Great Yarmouth Borough Council (GYBC) hopes it will be able to redevelop the area using £20m from the government’s Levelling Up Fund, which will also be used to pay for improvements to the town’s railway station.

If the government awards the money, the council intends to add £2.2m of its own funding - and the plan has been backed by local Conservative MP Brandon Lewis.

A GYBC report notes that the North Quay “is traffic dominated, turns its back on the rivers Bure and Yare (with attractive longer views towards Breydon Water and the Broads), does not make the most of its proximity to the railway station, or indeed connect particularly well to the town centre”.

Conservative council leader Carl Smith said last week that the “area has blighted the entrance to the town from the A47 and the train station for too long”.

The project was discussed at a Tuesday meeting of the council’s policy and resources committee, at which councillors agreed to use compulsory purchase powers to acquire the required land if necessary.

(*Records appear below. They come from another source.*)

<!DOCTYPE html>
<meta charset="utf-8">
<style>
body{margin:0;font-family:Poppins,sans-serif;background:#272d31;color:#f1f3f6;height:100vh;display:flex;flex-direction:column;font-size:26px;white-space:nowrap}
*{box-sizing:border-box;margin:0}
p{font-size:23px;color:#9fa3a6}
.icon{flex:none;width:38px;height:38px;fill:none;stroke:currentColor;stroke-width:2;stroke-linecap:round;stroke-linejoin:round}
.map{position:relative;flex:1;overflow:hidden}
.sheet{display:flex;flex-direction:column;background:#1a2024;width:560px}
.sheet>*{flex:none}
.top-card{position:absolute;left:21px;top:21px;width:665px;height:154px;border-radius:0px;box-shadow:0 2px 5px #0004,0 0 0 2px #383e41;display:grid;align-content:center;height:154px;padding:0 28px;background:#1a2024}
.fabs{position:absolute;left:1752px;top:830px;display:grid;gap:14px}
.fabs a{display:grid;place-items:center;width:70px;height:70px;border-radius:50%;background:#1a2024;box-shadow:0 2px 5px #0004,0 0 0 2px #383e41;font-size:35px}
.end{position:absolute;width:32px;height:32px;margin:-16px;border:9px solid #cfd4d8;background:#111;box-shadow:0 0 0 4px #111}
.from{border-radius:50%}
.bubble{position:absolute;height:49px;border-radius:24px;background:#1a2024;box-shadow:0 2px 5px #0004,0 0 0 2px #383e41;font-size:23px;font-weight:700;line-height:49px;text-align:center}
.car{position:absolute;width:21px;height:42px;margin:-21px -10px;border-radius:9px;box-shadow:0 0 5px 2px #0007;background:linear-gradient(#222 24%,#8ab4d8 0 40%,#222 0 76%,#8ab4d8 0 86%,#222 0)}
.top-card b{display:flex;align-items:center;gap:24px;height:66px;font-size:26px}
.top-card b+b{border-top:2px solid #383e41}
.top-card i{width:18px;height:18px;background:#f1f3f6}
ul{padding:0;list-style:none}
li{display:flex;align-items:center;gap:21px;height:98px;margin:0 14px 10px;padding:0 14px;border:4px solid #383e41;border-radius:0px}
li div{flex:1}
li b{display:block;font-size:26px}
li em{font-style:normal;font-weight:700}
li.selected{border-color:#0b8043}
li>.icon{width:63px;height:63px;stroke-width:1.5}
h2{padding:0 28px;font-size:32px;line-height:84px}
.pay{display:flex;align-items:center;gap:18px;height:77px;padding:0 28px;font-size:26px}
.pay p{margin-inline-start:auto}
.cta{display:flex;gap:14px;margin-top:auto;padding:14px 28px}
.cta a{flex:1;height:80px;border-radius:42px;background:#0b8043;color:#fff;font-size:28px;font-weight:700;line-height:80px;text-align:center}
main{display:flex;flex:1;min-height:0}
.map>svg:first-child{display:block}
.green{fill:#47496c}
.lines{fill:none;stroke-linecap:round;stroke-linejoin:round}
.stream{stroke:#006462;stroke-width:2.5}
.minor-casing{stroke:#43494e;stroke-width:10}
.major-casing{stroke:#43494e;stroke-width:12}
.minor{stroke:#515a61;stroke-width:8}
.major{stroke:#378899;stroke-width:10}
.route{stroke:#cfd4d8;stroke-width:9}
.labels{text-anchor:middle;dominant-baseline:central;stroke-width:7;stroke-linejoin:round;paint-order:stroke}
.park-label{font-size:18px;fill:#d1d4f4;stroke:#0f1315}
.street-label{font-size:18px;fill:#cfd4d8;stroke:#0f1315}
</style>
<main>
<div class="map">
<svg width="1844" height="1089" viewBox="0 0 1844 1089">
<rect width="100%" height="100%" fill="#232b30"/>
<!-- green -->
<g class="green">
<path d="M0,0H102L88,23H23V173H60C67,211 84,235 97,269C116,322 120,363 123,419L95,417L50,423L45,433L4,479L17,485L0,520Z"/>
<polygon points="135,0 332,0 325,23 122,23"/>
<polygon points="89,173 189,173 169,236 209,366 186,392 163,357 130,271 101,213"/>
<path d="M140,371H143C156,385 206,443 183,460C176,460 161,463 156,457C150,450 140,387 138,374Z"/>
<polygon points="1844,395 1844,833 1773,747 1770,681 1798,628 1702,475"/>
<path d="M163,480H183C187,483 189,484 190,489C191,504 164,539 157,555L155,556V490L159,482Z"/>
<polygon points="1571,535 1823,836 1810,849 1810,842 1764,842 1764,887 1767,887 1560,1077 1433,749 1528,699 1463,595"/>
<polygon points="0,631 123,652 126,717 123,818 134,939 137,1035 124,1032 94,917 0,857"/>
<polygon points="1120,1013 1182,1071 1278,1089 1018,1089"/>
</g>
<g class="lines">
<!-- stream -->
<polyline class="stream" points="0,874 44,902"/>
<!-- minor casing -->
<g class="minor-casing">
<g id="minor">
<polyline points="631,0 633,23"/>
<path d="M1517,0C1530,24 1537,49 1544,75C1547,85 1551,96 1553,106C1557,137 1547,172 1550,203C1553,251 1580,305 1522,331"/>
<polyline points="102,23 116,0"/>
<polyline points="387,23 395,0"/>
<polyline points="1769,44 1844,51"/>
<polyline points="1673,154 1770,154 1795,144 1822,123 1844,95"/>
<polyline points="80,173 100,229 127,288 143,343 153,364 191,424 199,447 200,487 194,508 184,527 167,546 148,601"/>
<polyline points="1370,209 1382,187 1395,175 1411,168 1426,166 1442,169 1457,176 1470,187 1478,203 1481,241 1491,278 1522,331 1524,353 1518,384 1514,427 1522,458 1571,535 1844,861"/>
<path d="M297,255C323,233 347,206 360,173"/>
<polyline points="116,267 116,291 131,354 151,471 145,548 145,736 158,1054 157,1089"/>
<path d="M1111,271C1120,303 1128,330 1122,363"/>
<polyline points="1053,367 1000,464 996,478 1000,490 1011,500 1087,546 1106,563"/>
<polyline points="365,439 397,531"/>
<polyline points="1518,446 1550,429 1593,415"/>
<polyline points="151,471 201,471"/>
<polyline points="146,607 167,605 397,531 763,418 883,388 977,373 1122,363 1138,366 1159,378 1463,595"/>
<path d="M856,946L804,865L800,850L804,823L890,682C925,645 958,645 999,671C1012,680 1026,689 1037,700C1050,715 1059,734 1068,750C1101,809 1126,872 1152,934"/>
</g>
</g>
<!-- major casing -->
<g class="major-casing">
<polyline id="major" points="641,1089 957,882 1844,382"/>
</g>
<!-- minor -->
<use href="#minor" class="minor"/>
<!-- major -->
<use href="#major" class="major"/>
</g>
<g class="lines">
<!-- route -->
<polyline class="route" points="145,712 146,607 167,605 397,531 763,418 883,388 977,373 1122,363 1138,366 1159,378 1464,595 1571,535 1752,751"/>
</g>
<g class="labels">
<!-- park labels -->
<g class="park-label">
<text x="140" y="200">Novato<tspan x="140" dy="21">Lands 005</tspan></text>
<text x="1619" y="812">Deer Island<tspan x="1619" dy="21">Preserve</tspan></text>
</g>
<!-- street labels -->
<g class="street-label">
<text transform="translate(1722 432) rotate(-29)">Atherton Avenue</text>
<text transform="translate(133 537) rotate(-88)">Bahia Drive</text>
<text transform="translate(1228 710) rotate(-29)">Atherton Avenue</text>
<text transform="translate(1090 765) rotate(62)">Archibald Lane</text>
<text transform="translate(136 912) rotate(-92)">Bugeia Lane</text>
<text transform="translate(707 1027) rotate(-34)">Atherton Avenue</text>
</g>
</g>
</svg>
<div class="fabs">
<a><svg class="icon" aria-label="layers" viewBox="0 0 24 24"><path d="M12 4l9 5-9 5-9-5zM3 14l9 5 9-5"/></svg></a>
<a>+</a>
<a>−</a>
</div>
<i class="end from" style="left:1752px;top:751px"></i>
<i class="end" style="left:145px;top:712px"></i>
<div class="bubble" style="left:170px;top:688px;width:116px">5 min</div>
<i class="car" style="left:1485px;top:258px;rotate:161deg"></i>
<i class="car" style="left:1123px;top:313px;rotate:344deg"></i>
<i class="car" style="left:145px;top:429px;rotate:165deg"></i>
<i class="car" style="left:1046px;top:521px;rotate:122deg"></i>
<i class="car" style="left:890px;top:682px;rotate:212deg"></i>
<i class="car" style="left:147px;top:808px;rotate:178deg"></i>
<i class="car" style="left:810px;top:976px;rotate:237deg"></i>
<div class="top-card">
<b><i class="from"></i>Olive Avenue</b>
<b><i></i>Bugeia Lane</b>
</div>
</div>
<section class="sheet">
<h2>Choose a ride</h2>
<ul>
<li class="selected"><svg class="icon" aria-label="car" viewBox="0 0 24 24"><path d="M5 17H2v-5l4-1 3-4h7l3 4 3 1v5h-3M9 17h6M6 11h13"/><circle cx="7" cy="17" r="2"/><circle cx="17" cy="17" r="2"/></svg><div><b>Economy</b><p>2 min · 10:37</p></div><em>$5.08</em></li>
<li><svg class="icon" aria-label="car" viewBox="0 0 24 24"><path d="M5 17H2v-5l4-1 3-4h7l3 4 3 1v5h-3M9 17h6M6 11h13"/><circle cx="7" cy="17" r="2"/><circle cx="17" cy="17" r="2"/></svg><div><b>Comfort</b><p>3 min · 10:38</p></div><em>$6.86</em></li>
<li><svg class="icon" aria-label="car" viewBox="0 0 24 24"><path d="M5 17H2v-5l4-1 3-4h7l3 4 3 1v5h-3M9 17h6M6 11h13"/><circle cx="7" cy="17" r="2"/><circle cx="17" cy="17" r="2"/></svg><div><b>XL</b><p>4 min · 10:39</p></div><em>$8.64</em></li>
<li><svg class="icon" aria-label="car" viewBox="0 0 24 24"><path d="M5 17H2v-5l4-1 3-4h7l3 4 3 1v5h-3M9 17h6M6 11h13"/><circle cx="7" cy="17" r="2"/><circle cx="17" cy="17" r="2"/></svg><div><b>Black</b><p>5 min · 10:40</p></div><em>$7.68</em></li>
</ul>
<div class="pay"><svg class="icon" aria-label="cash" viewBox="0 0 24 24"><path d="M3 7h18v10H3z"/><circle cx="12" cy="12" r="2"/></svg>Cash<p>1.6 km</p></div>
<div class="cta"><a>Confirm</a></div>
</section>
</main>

GYBC chief executive Sheila Oxtoby reminded members that redeveloping the North Quay had been “a longstanding ambition” of the authority.

“I think it’s fair to say it’s been a somewhat slow process, in terms of acquiring the sites,” she said, adding that the council had now lodged its best and final offers to each of the landowners.

“It’s unfortunate because compulsory purchase is the process of last resort.”

She warned that if the ‘levelling up’ grant was not awarded, the council would be forced to take “a more piecemeal approach” to the area’s re-development.

Labour opposition leader Trevor Wainwright said that while government money for Yarmouth was to be welcomed, he said it paled in comparison to overall cuts in funding councils receive from the government.

“[It] will be good if it’s successful, but we’ve got no idea who the new prime minister’s going to be and will they take this ‘levelling up’ agenda forward…”

He said the spending power of councils had been slashed “50pc over the last ten years, significantly more than rising council tax”.

He added: “GYBC has lost out by approximately £70m, far more than the Town Deal, the Future High Street Fund, and Levelling Up [Fund] put together.”